Il problema dell'inquinamento legato al traffico veicolare rimane comunque elevato. Infatti al posto dell'utilizzo del piombo come additivo antidetonante si è passati all'utilizzo dell'additivo a base di manganese, l'MMT (metilciclopentadienilmanganese tricarbonile) in grado anch'esso di aumentare il numero degli ottani del carburante. Benché l'US-EPA (Environmental Protection Agency) si fosse dichiarata contraria al suo uso fino a che non fossero emersi dati sugli effetti sanitari questa venne commercializzata ugualmente (Davis et al, 1998).
Nonostante siano trascorsi quindici anni da quando l'Organizzazione Mondiale della Sanità descrisse l'avvelenamento da piombo come "uno dei peggiori problemi ambientali del mondo" (Tong et al., 2000), questa valutazione rimane ancora di attualità.
Ai fini di indagare nell'ambito di questo inquinamento, il monitoraggio della deposizioni atmosferiche umide e secche costituisce uno dei metodi più immediati per ottenere informazioni sui meccanismi di rimozione delle sostanze inquinanti presenti in atmosfera e correlabili con i processi ambientali ed antropici che vi intervengono.

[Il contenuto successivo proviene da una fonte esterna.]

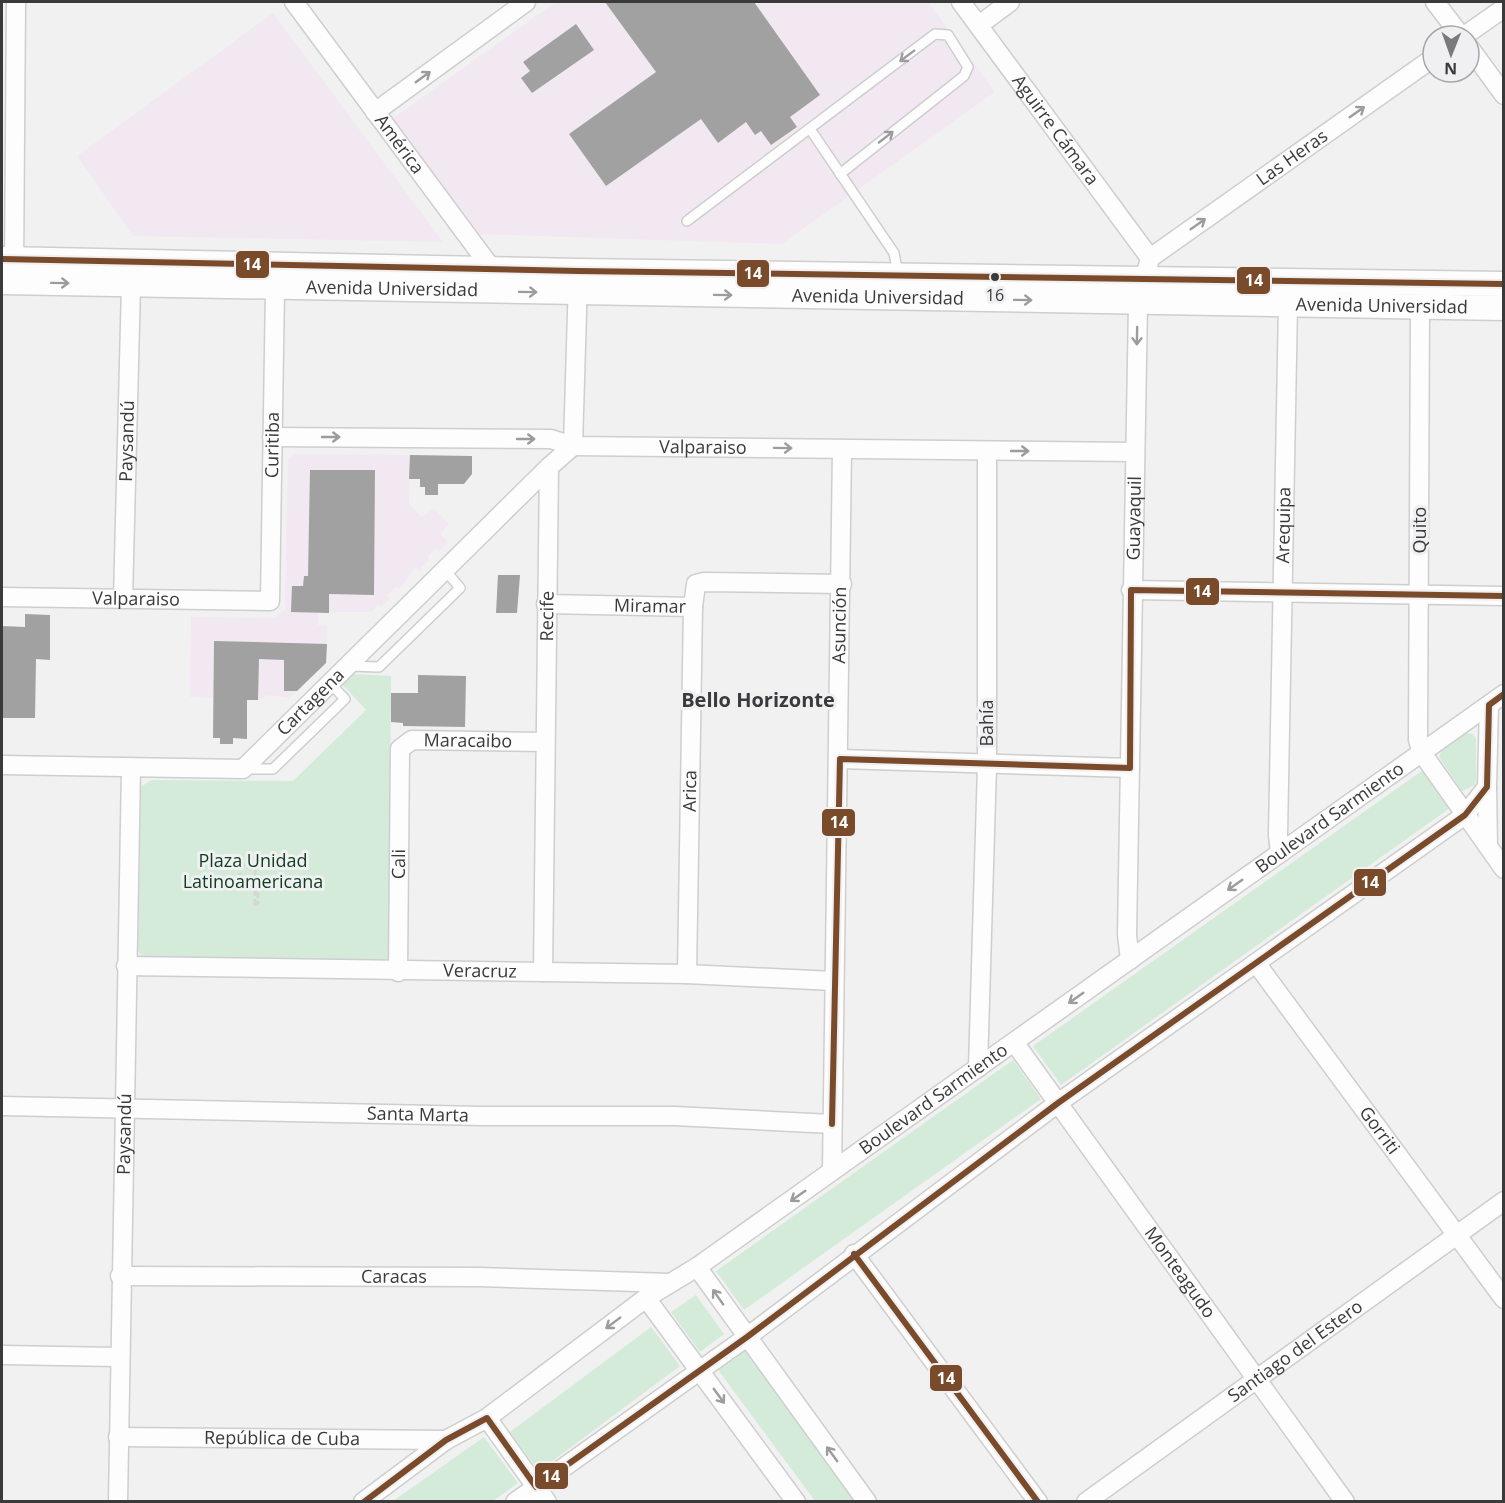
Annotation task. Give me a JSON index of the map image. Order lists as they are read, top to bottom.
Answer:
{
  "streets": {
    "main road": ["Avenida Universidad"],
    "street": [
      "Aguirre Cámara",
      "América",
      "Las Heras",
      "Paysandú",
      "Curitiba",
      "Valparaiso",
      "Guayaquil",
      "Arequipa",
      "Quito",
      "Miramar",
      "Recife",
      "Asunción",
      "Cartagena",
      "Bahía",
      "Maracaibo",
      "Arica",
      "Boulevard Sarmiento",
      "Cali",
      "Veracruz",
      "Santa Marta",
      "Gorriti",
      "Monteagudo",
      "Caracas",
      "Santiago del Estero",
      "República de Cuba"
    ]
  },
  "crossings": [
    ["Aguirre Cámara", "Las Heras"],
    ["Aguirre Cámara", "Avenida Universidad"],
    ["Aguirre Cámara", "Guayaquil"],
    ["América", "Avenida Universidad"],
    ["Las Heras", "Avenida Universidad"],
    ["Las Heras", "Guayaquil"],
    ["Avenida Universidad", "Paysandú"],
    ["Avenida Universidad", "Curitiba"],
    ["Avenida Universidad", "Guayaquil"],
    ["Avenida Universidad", "Arequipa"],
    ["Avenida Universidad", "Quito"],
    ["Paysandú", "Valparaiso"],
    ["Paysandú", "Cartagena"],
    ["Paysandú", "Veracruz"],
    ["Paysandú", "Santa Marta"],
    ["Paysandú", "Caracas"],
    ["Paysandú", "República de Cuba"],
    ["Curitiba", "Valparaiso"],
    ["Valparaiso", "Guayaquil"],
    ["Valparaiso", "Asunción"],
    ["Valparaiso", "Bahía"],
    ["Guayaquil", "Boulevard Sarmiento"],
    ["Arequipa", "Boulevard Sarmiento"],
    ["Quito", "Boulevard Sarmiento"],
    ["Miramar", "Recife"],
    ["Miramar", "Asunción"],
    ["Miramar", "Arica"],
    ["Recife", "Cartagena"],
    ["Recife", "Maracaibo"],
    ["Recife", "Veracruz"],
    ["Asunción", "Boulevard Sarmiento"],
    ["Asunción", "Veracruz"],
    ["Asunción", "Santa Marta"],
    ["Bahía", "Boulevard Sarmiento"],
    ["Maracaibo", "Cali"],
    ["Arica", "Veracruz"],
    ["Boulevard Sarmiento", "Monteagudo"],
    ["Boulevard Sarmiento", "Caracas"],
    ["Boulevard Sarmiento", "República de Cuba"],
    ["Cali", "Veracruz"],
    ["Gorriti", "Santiago del Estero"],
    ["Monteagudo", "Santiago del Estero"]
  ],
  "one_way": ["Las Heras", "Valparaiso"],
  "districts": ["Bello Horizonte"],
  "parks": ["Plaza Unidad Latinoamericana"],
  "places": ["16"],
  "lines": ["transit line 14"],
  "north": "bottom"
}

La deposizione umida di inquinanti (Bonanni et al., 2000) si verifica anche in zone lontane dalla sorgente e consta essenzialmente di due fasi: un processo di trasferimento degli inquinanti in fase acquosa o di inglobamento delle particelle nelle goccioline che costituiscono la nube per nucleazione, e la successiva rimozione per impatto diretto (rainout) o per trascinamento degli inquinanti sottostanti la nube durante l'evento meteorico (washout).
Il processo di deposizione secca consiste nella rimozione degli inquinanti atmosferici in assenza di precipitazione ed è dovuto al trasferimento dell'inquinante, dallo strato turbolento sovrastante la superficie recettrice, allo strato immediatamente in contatto con essa. Gli effetti aerodinamici e, in generale, la velocità di deposizione, che aumenta all'aumentare della turbolenza e dipende dalle caratteristiche della superficie, sono responsabili del trasporto di gas e particelle in prossimità della superficie.
Dal compartimento aria dove si formano i fenomeni di precipitazione il problema si sposta al compartimento acqua. I metalli sono introdotti nei sistemi acquatici (oltre che dalle deposizioni dirette sulla superficie) come conseguenza dell'erosione dei terreni e delle rocce, dalle eruzioni vulcaniche, e dalle diverse attività umane che coinvolgono estrazione mineraria, trattamento, o uso di metalli e/o sostanze che li contengono.
Quando il pH dell'acqua, che nella maggior parte degli ecosistemi acquatici è compreso fra 6 ed 8, diminuisce, la solubilità del metallo aumenta e le particelle del metallo diventano più mobili, motivo per cui sono più tossici in acqua dolce, come ad esempio il caso dell'alluminio. Inoltre, a differenza di altre sostanze tossiche quali ad esempio alcuni antiparassitari organici, i metalli non subiscono processi di degradazione biologica e pertanto mantengono la loro tossicità nel tempo.